Your assignment |
Your response must be made up of each line in the data below that contains the string "Kasturi".

────────────────

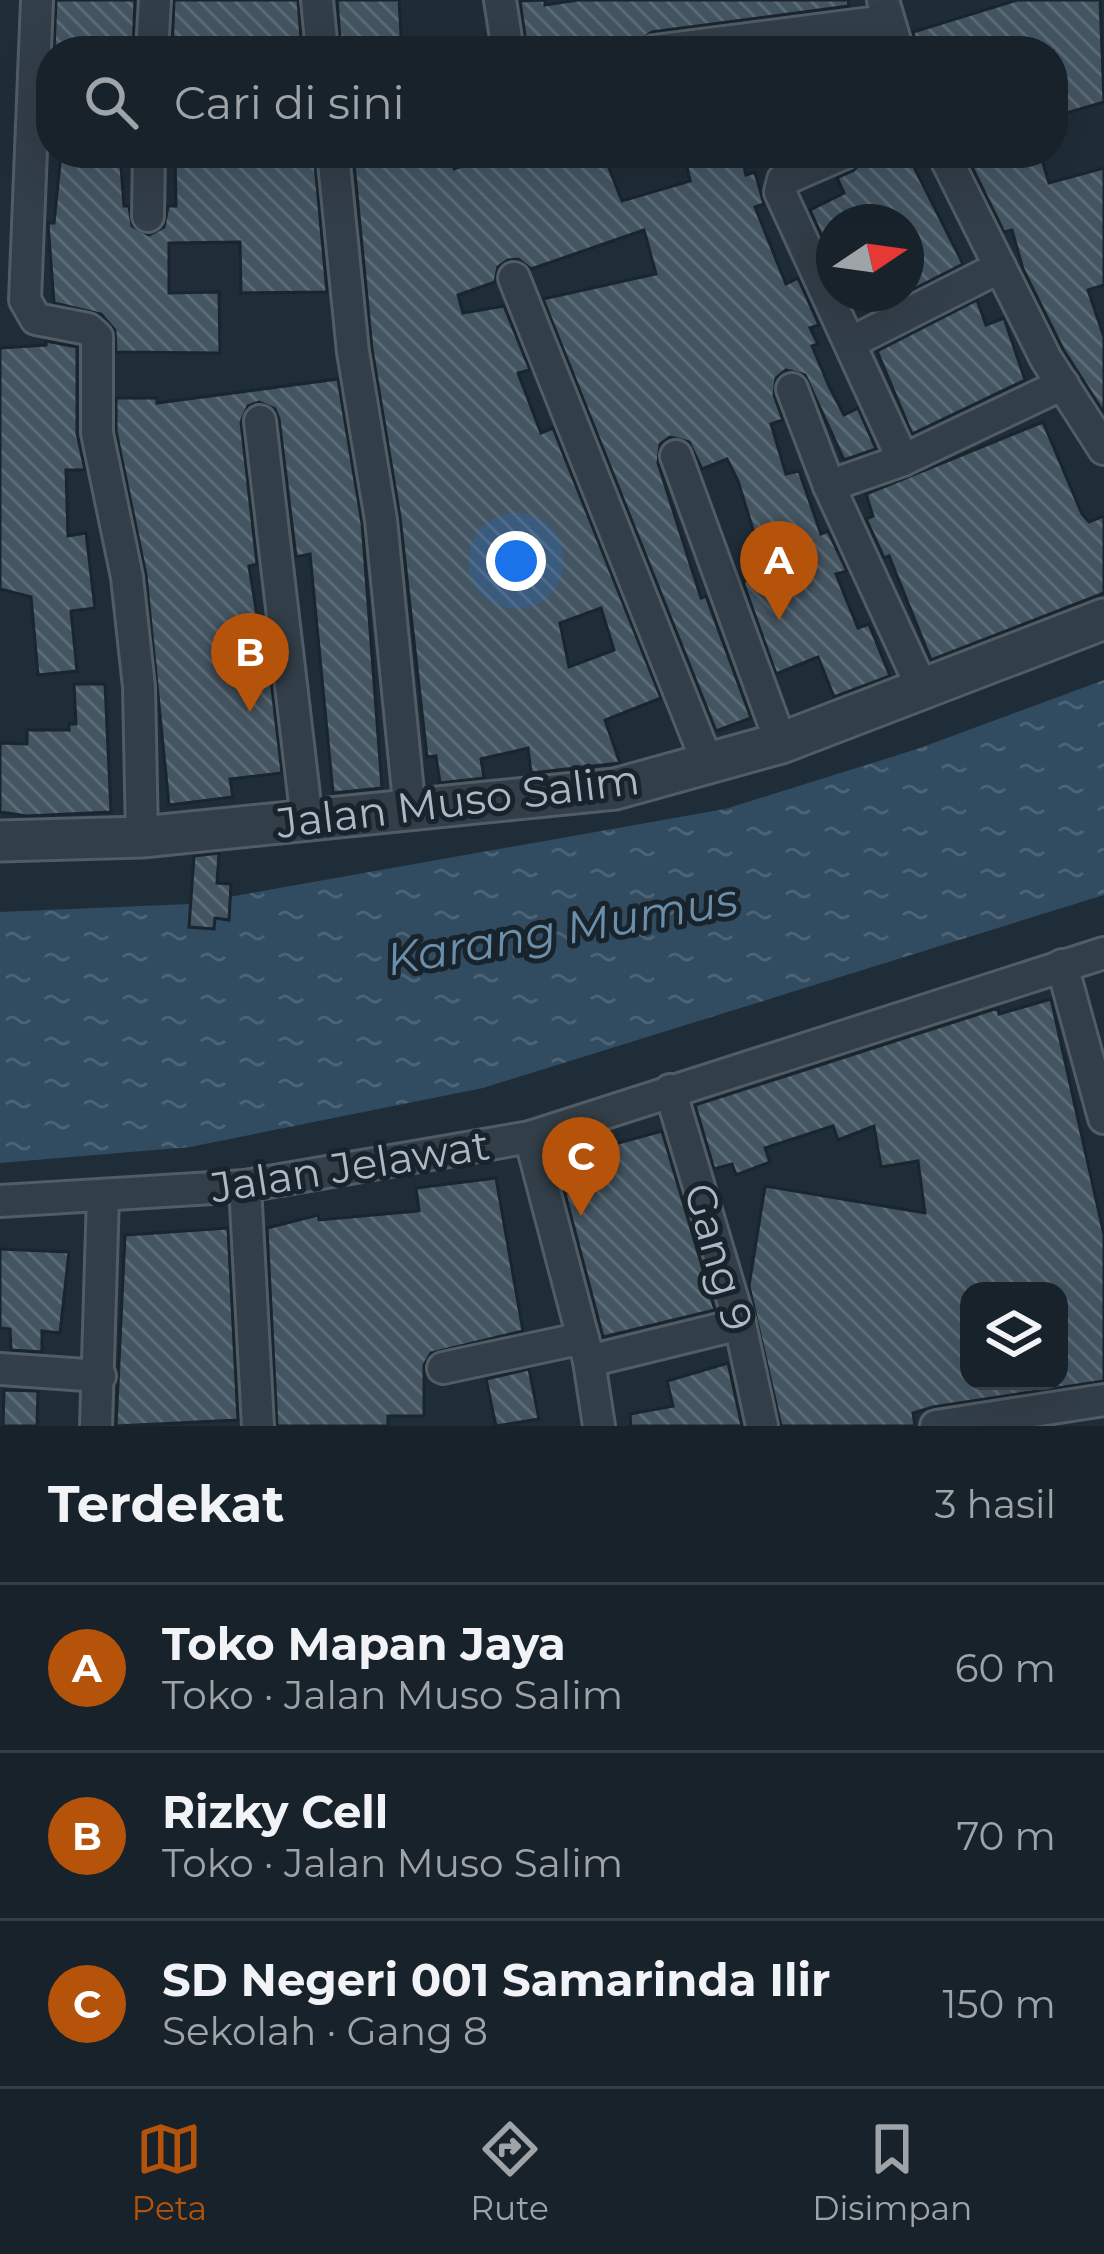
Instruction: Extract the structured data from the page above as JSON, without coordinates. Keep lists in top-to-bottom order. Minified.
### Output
{"streets":{"street":["Jalan Muso Salim","Jalan Jelawat","Gang 9"]},"crossings":[["Jalan Jelawat","Gang 9"]],"water":["Karang Mumus"],"north":"right","page":{"search":"Cari di sini","pins":["A","B","C"],"heading":["Terdekat","3 hasil"],"list":[{"mark":"A","name":"Toko Mapan Jaya","note":"Toko · Jalan Muso Salim","value":"60 m"},{"mark":"B","name":"Rizky Cell","note":"Toko · Jalan Muso Salim","value":"70 m"},{"mark":"C","name":"SD Negeri 001 Samarinda Ilir","note":"Sekolah · Gang 8","value":"150 m"}],"nav":["Peta","Rute","Disimpan"]}}
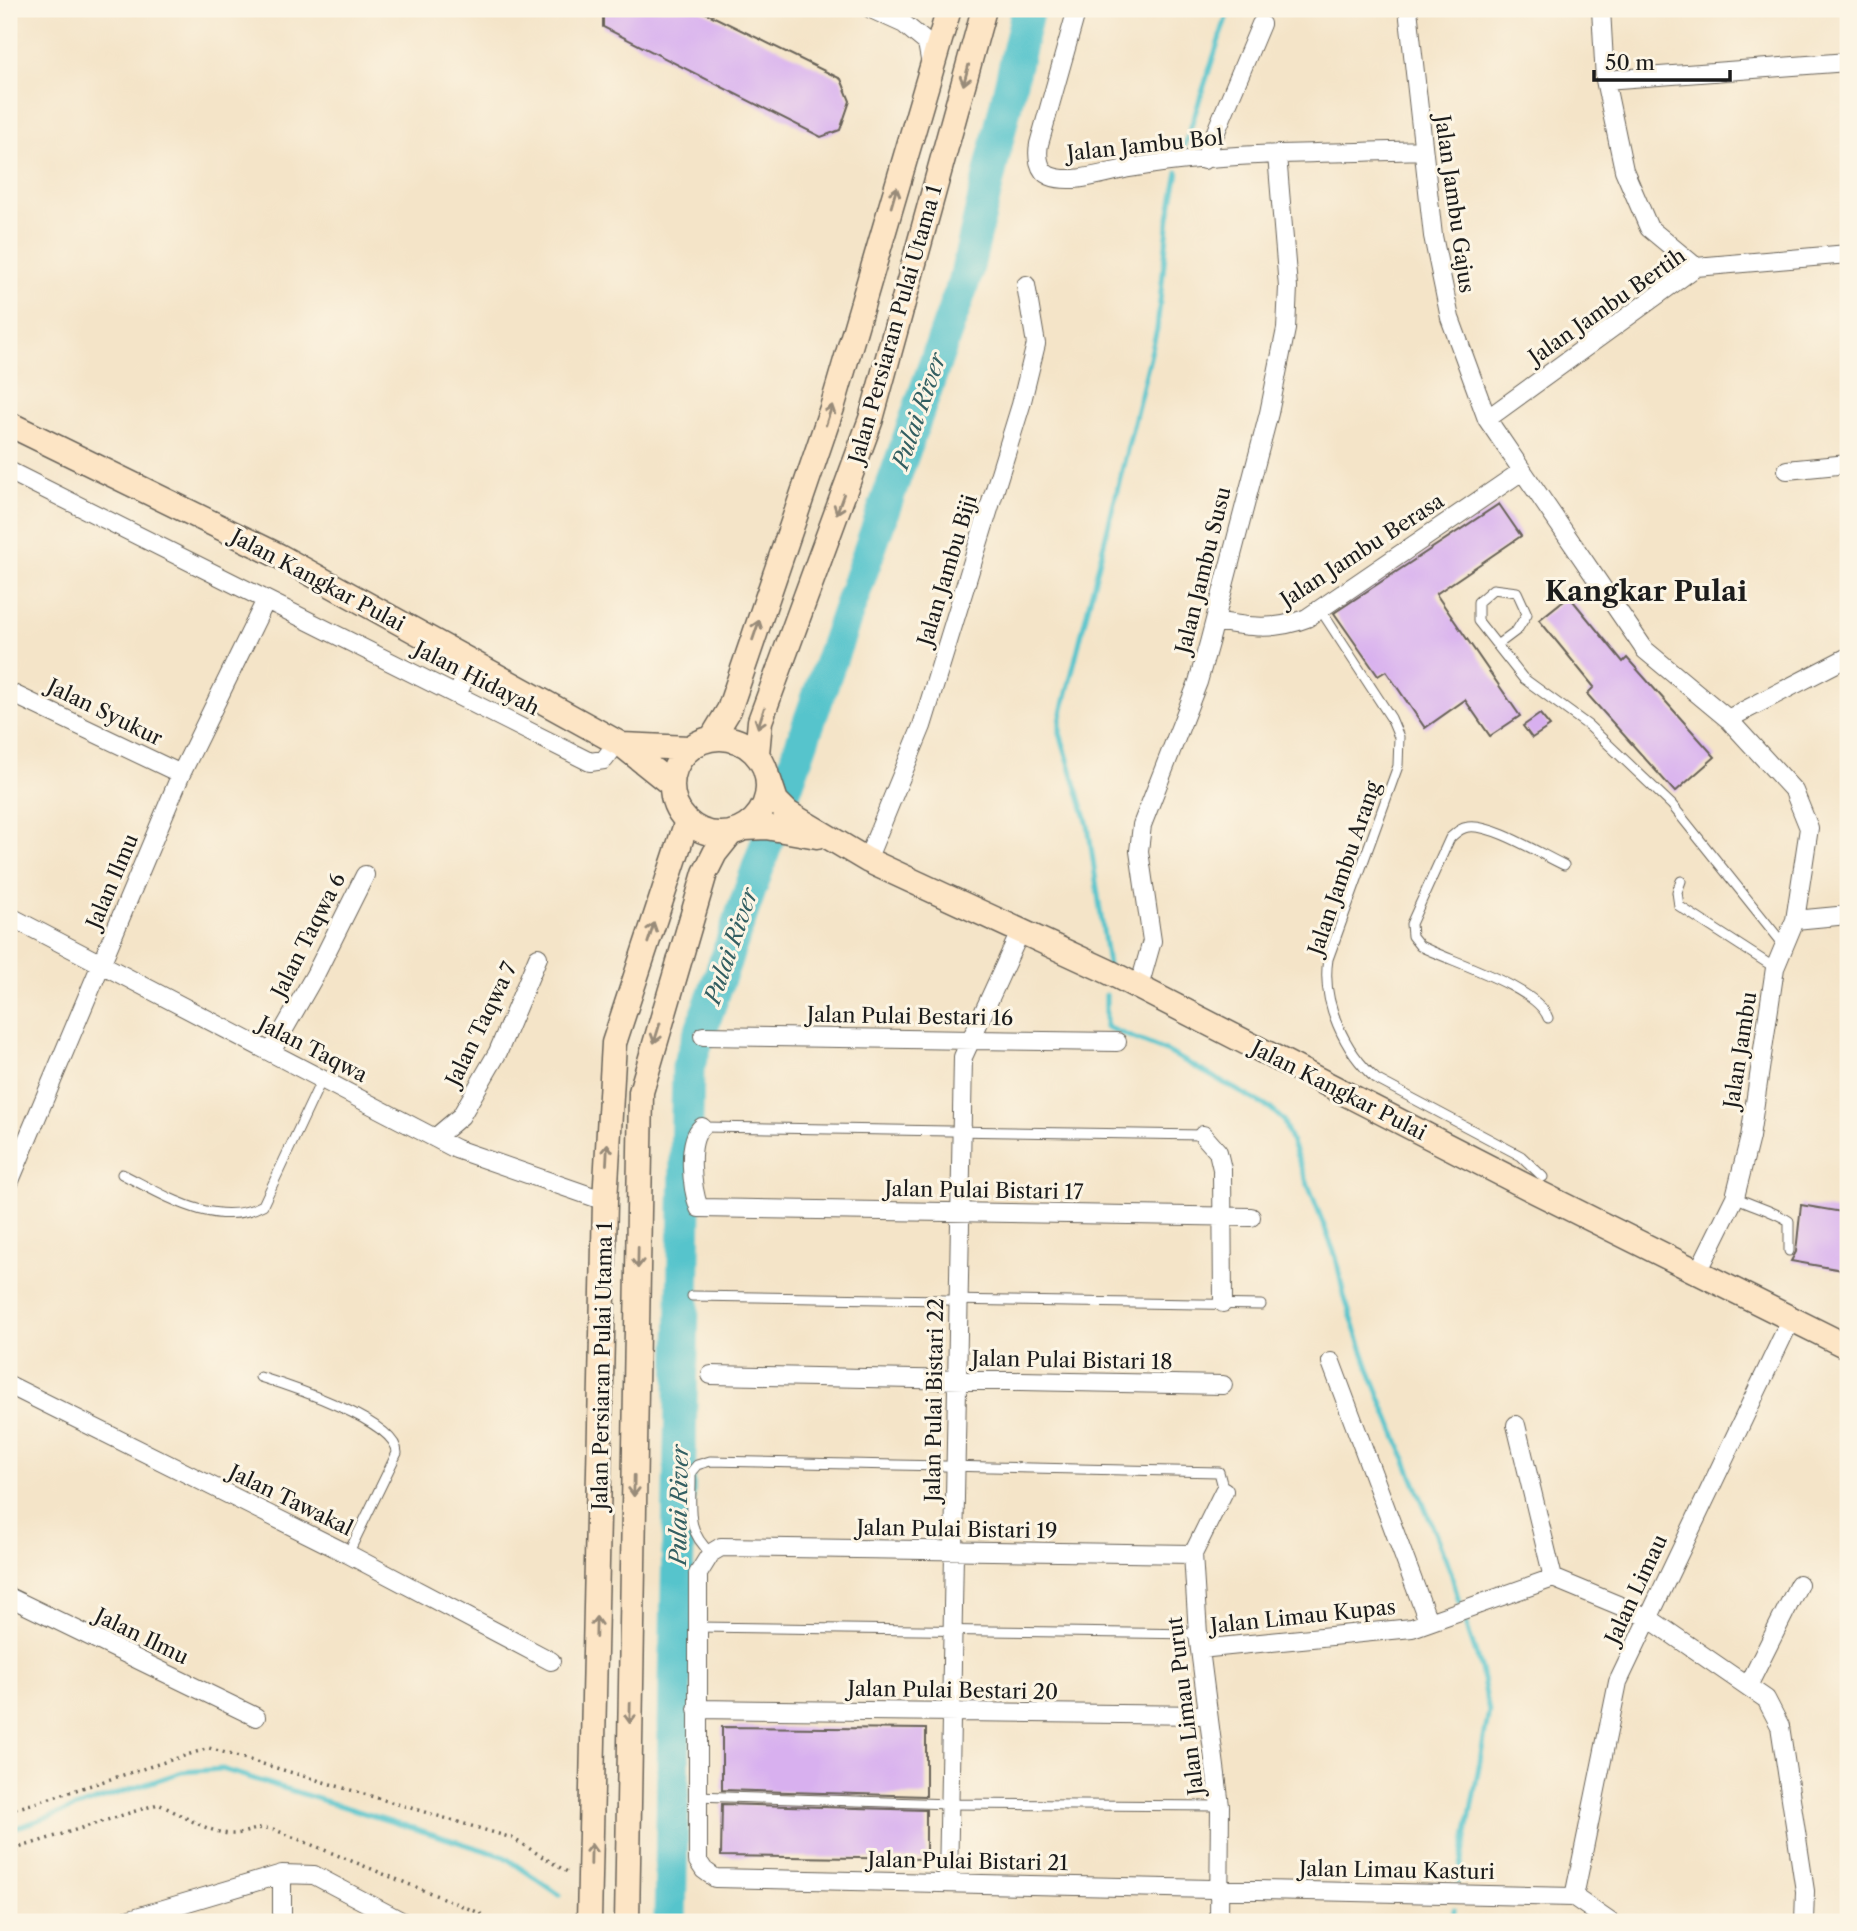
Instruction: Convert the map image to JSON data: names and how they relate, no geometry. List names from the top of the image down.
{
  "streets": {
    "main road": ["Jalan Persiaran Pulai Utama 1", "Jalan Kangkar Pulai"],
    "street": [
      "Jalan Jambu Bol",
      "Jalan Jambu Gajus",
      "Jalan Jambu Bertih",
      "Jalan Jambu Berasa",
      "Jalan Jambu Biji",
      "Jalan Jambu Susu",
      "Jalan Hidayah",
      "Jalan Syukur",
      "Jalan Ilmu",
      "Jalan Taqwa 6",
      "Jalan Pulai Bestari 16",
      "Jalan Taqwa 7",
      "Jalan Taqwa",
      "Jalan Jambu",
      "Jalan Pulai Bistari 17",
      "Jalan Pulai Bistari 18",
      "Jalan Pulai Bistari 22",
      "Jalan Tawakal",
      "Jalan Pulai Bistari 19",
      "Jalan Limau",
      "Jalan Limau Kupas",
      "Jalan Pulai Bestari 20",
      "Jalan Limau Purut",
      "Jalan Pulai Bistari 21",
      "Jalan Limau Kasturi"
    ],
    "lane": ["Jalan Jambu Arang"]
  },
  "crossings": [
    ["Jalan Jambu Bol", "Jalan Jambu Gajus"],
    ["Jalan Jambu Bol", "Jalan Jambu Susu"],
    ["Jalan Jambu Gajus", "Jalan Jambu Bertih"],
    ["Jalan Jambu Gajus", "Jalan Jambu Berasa"],
    ["Jalan Jambu Gajus", "Jalan Jambu"],
    ["Jalan Persiaran Pulai Utama 1", "Jalan Kangkar Pulai"],
    ["Jalan Persiaran Pulai Utama 1", "Jalan Taqwa"],
    ["Jalan Jambu Berasa", "Jalan Jambu Susu"],
    ["Jalan Jambu Berasa", "Jalan Jambu Arang"],
    ["Jalan Jambu Biji", "Jalan Kangkar Pulai"],
    ["Jalan Jambu Susu", "Jalan Kangkar Pulai"],
    ["Jalan Kangkar Pulai", "Jalan Hidayah"],
    ["Jalan Kangkar Pulai", "Jalan Jambu"],
    ["Jalan Kangkar Pulai", "Jalan Pulai Bistari 22"],
    ["Jalan Kangkar Pulai", "Jalan Limau"],
    ["Jalan Hidayah", "Jalan Ilmu"],
    ["Jalan Syukur", "Jalan Ilmu"],
    ["Jalan Ilmu", "Jalan Taqwa"],
    ["Jalan Taqwa 6", "Jalan Taqwa"],
    ["Jalan Pulai Bestari 16", "Jalan Pulai Bistari 22"],
    ["Jalan Taqwa 7", "Jalan Taqwa"],
    ["Jalan Pulai Bistari 17", "Jalan Pulai Bistari 22"],
    ["Jalan Pulai Bistari 18", "Jalan Pulai Bistari 22"],
    ["Jalan Pulai Bistari 22", "Jalan Pulai Bistari 19"],
    ["Jalan Pulai Bistari 22", "Jalan Pulai Bestari 20"],
    ["Jalan Pulai Bistari 22", "Jalan Pulai Bistari 21"],
    ["Jalan Pulai Bistari 19", "Jalan Limau Purut"],
    ["Jalan Limau", "Jalan Limau Kasturi"],
    ["Jalan Limau Kupas", "Jalan Limau Purut"],
    ["Jalan Pulai Bestari 20", "Jalan Limau Purut"],
    ["Jalan Limau Purut", "Jalan Pulai Bistari 21"],
    ["Jalan Limau Purut", "Jalan Limau Kasturi"],
    ["Jalan Pulai Bistari 21", "Jalan Limau Kasturi"]
  ],
  "districts": ["Kangkar Pulai"],
  "water": ["Pulai River"],
  "scale_bar": "50 m"
}
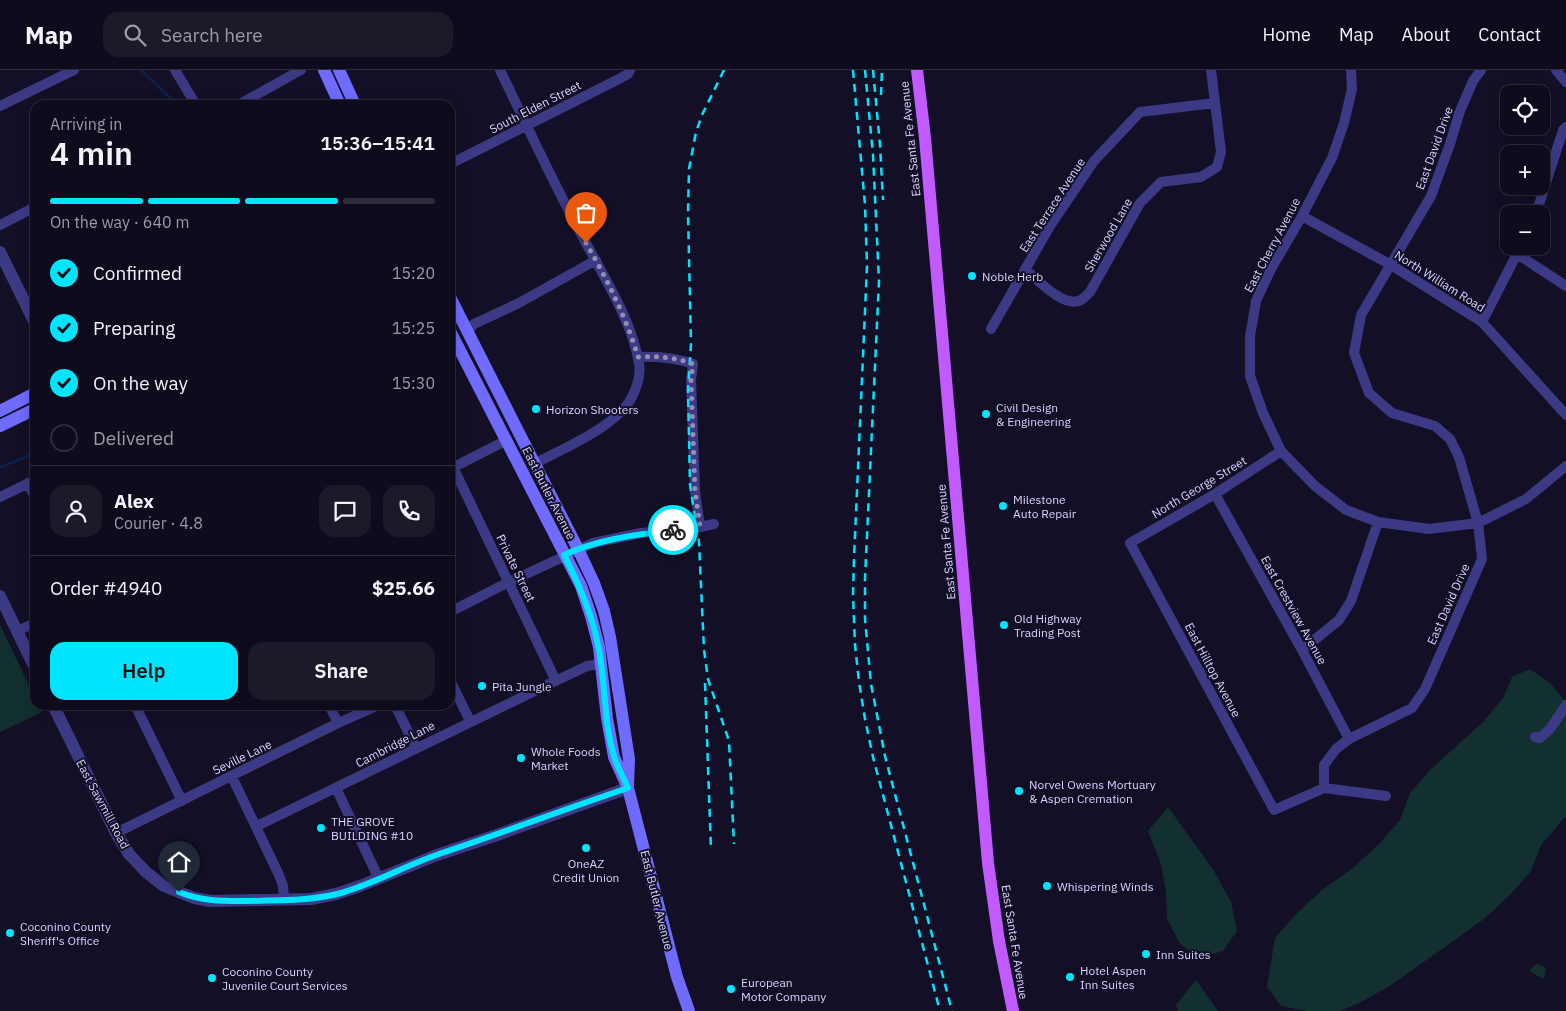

────────────────

Output of the task |
      "Jalan Limau Kasturi"
    ["Jalan Limau", "Jalan Limau Kasturi"],
    ["Jalan Limau Purut", "Jalan Limau Kasturi"],
    ["Jalan Pulai Bistari 21", "Jalan Limau Kasturi"]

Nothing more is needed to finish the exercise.